Mistral employee and open-source contributor since many years here.

Just want to chime in here to give some more context. The reasons for this PR are as follows:

1.) Freedom for the user to pick
The way I understand open-source is to give users the freedom to decide which format to use. In this PR we don't force users to use the mistral format we just give the opportunity to do. Before this PR it would have been impossible to convert a Mistral model without using the chat template. With this PR one can both use community chat templates and "mistral-certified" format. This PR doesn't delete community templates for mistral models - it just gives the user the possibility to decide between the two. Users valuing correctness with a server setup will want to prefer mistral-common server + ggml model server. Users that want to only rely on a single file will want to prefer community chat templates

2.) Correctness
As outlined by @ggerganov here: #14737 (comment) and by @juliendenize above, "ensured correctness" is the main reason why someone would want to use mistral_common. New mistral models will simply not have chat template support out of the box as we don't have the time to do the conversion. Arguably the format is also quite error prone. Putting some links showcasing how often new model releases need to fix chat templating:

It's totally normal that mistakes are made during releases, but arguably chat templates are hard to test and very often need to be corrected a couple days after. A well-tested library with Pydantic objects is safer here.

For example, right now the v13 chat template defaults to an unsloth devstral version (here). This community chat template is a) incorrect for our latest reasoning model here as we need think chunks for reasoning. The chat template would silently be loaded and give silent errors. b) It'll be wrong for future v13 releases where we might want to add more features.

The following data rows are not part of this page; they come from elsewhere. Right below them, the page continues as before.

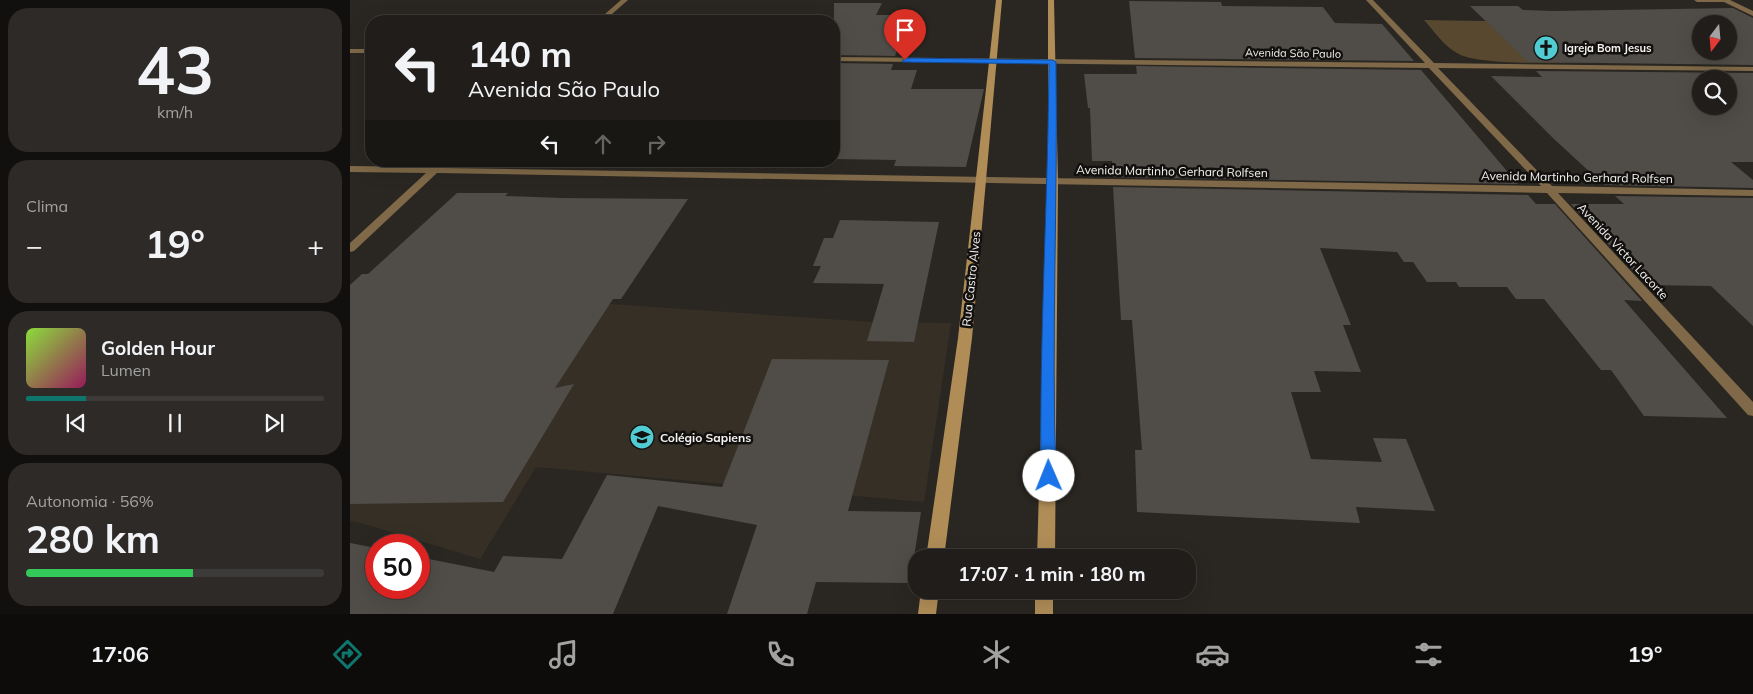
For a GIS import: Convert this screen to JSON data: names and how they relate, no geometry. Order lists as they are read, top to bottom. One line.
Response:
{"streets":{"main road":["Rua Castro Alves"],"street":["Avenida São Paulo","Avenida Martinho Gerhard Rolfsen","Avenida Victor Lacorte"]},"crossings":[["Avenida São Paulo","Avenida Victor Lacorte"],["Avenida São Paulo","Rua Castro Alves"],["Avenida Martinho Gerhard Rolfsen","Avenida Victor Lacorte"],["Avenida Martinho Gerhard Rolfsen","Rua Castro Alves"]],"places":{"church":["Igreja Bom Jesus"],"school or university":["Colégio Sapiens"]},"north":"bottom","page":{"tile":[["43","km/h"],"Clima",["Autonomia · 56%","280 km"]],"turn":["140 m","Avenida São Paulo"],"heat":["−","19°","+"],"song":["Golden Hour","Lumen"],"limit":"50","trip":"17:07 · 1 min · 180 m","tabs":["17:06","19°"]}}
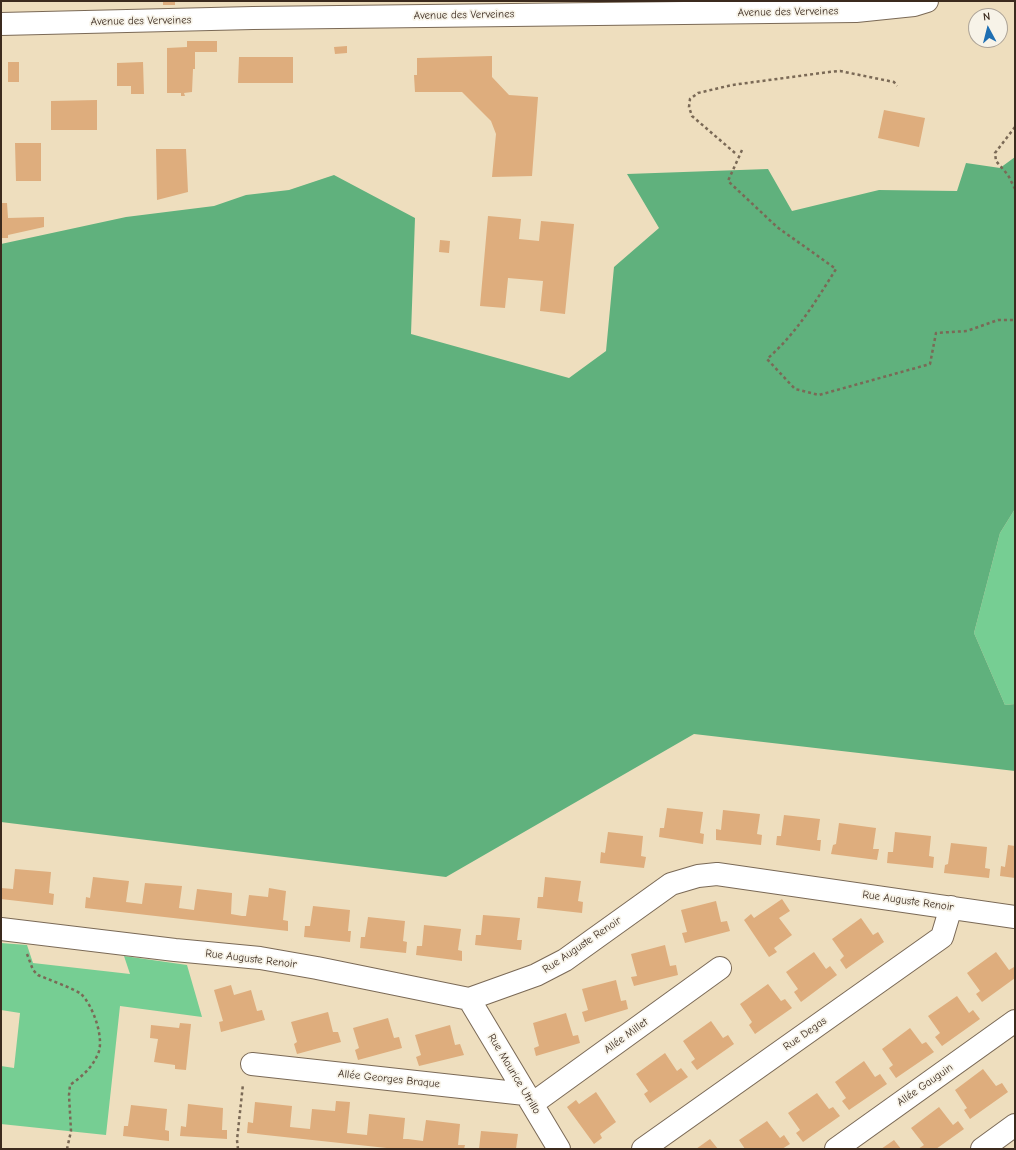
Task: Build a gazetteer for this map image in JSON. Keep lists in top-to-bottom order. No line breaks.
{"streets":{"street":["Avenue des Verveines","Rue Auguste Renoir","Rue Degas","Allée Millet","Rue Maurice Utrillo","Allée Georges Braque","Allée Gauguin"]},"crossings":[["Rue Auguste Renoir","Rue Degas"],["Rue Auguste Renoir","Rue Maurice Utrillo"],["Allée Millet","Rue Maurice Utrillo"],["Allée Millet","Allée Georges Braque"],["Rue Maurice Utrillo","Allée Georges Braque"]],"north":"top"}
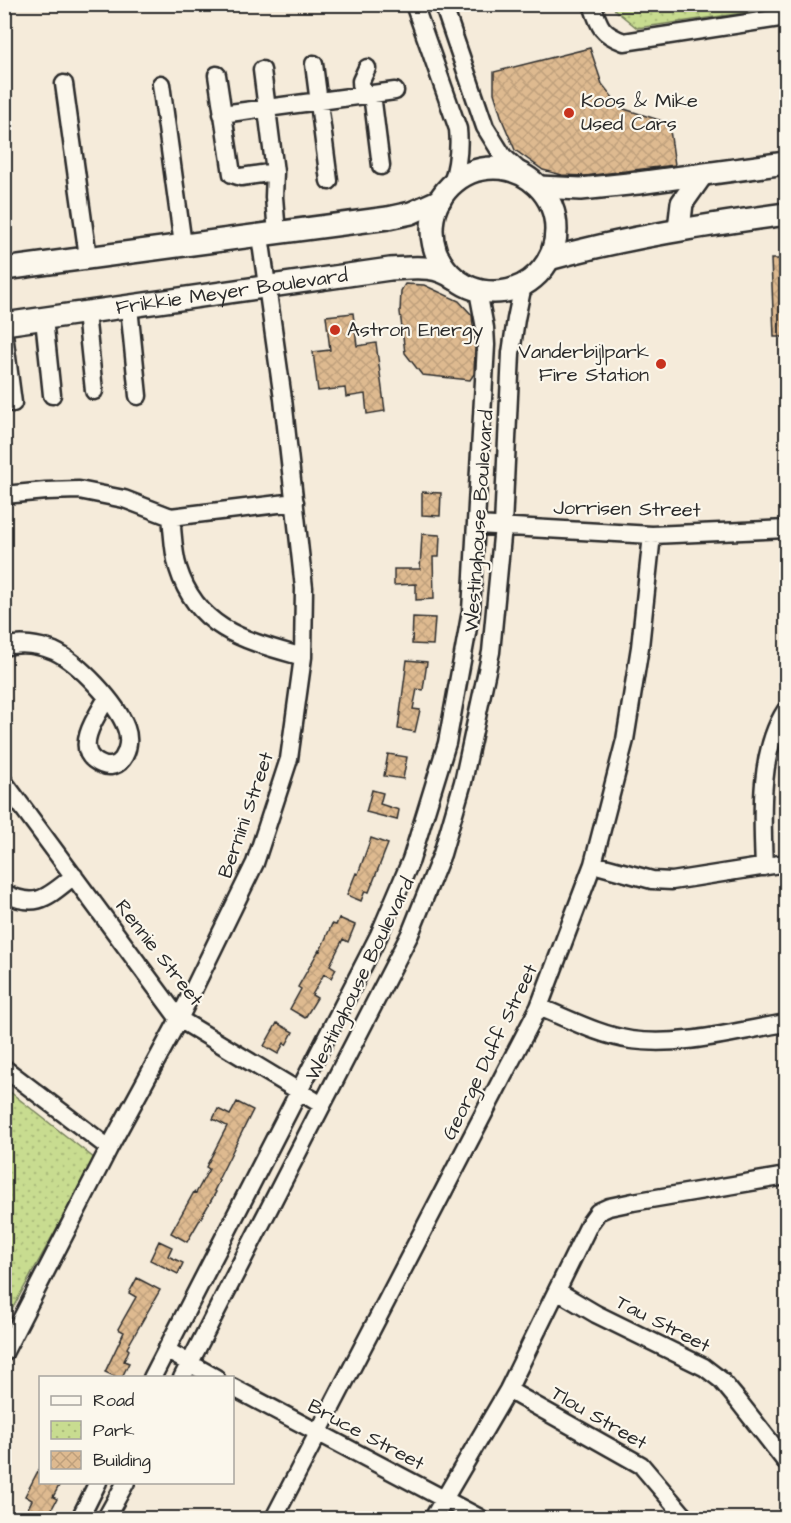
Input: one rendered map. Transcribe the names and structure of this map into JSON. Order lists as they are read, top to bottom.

If llama.cpp wants to force every model provider to use chat templates, it'll be hard for us to release ggml weights and users will have to rely on untested community versions which will often only be corrected a couple days after the release.

3.) Dependency injection
If we can inject chat templating logic via mistral_common we would not need to open a PR to llama.cpp upon releases and new models would be supported out of the box just by updating mistral_common. Also you have 0 maintenance to do for mistral_common. In addition it would make it easier for the community to create correct chat templates because they will always have a working & correct reference implementation with mistral_common. So it should be quite easy to make the correct chat template with unit testing.

4.) Flexibility
I would also make a case that it's good to also provide flexibility for the user to just send tokens and receive tokens back for inference. This is done in both vllm and transformers (which also both support mistral_common since some time).
OpenAI recently released Harmony: https://github.com/openai/harmony which is a replacement for chat templates as well. Forcing the community to stick to chat templates restricts use cases IMO.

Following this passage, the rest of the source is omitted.